━━ Given data
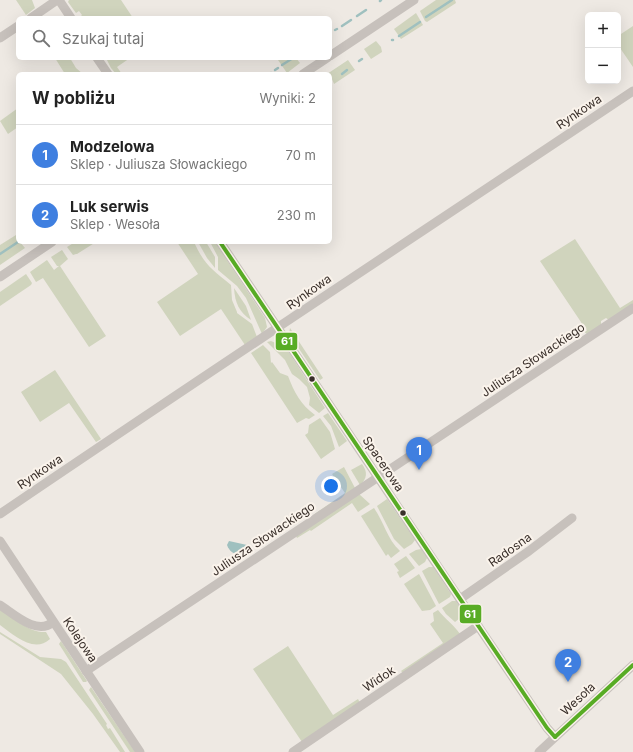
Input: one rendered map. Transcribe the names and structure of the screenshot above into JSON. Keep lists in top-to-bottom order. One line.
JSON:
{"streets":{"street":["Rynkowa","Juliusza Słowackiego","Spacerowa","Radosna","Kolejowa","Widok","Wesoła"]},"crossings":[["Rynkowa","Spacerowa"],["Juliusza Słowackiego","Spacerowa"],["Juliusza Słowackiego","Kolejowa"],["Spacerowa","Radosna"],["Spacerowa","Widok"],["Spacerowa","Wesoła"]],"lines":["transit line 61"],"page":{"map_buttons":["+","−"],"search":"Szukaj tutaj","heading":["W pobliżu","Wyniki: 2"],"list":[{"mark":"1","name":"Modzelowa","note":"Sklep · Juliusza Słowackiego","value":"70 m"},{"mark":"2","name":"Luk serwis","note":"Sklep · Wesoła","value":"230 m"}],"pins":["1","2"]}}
━━━━
### Problem statement:
The whole listing should be restated word for word, with no pictures.

### Finished task:
Input: one rendered map. Transcribe the names and structure of the screenshot above into JSON. Keep lists in top-to-bottom order. One line.
JSON:
{"streets":{"street":["Rynkowa","Juliusza Słowackiego","Spacerowa","Radosna","Kolejowa","Widok","Wesoła"]},"crossings":[["Rynkowa","Spacerowa"],["Juliusza Słowackiego","Spacerowa"],["Juliusza Słowackiego","Kolejowa"],["Spacerowa","Radosna"],["Spacerowa","Widok"],["Spacerowa","Wesoła"]],"lines":["transit line 61"],"page":{"map_buttons":["+","−"],"search":"Szukaj tutaj","heading":["W pobliżu","Wyniki: 2"],"list":[{"mark":"1","name":"Modzelowa","note":"Sklep · Juliusza Słowackiego","value":"70 m"},{"mark":"2","name":"Luk serwis","note":"Sklep · Wesoła","value":"230 m"}],"pins":["1","2"]}}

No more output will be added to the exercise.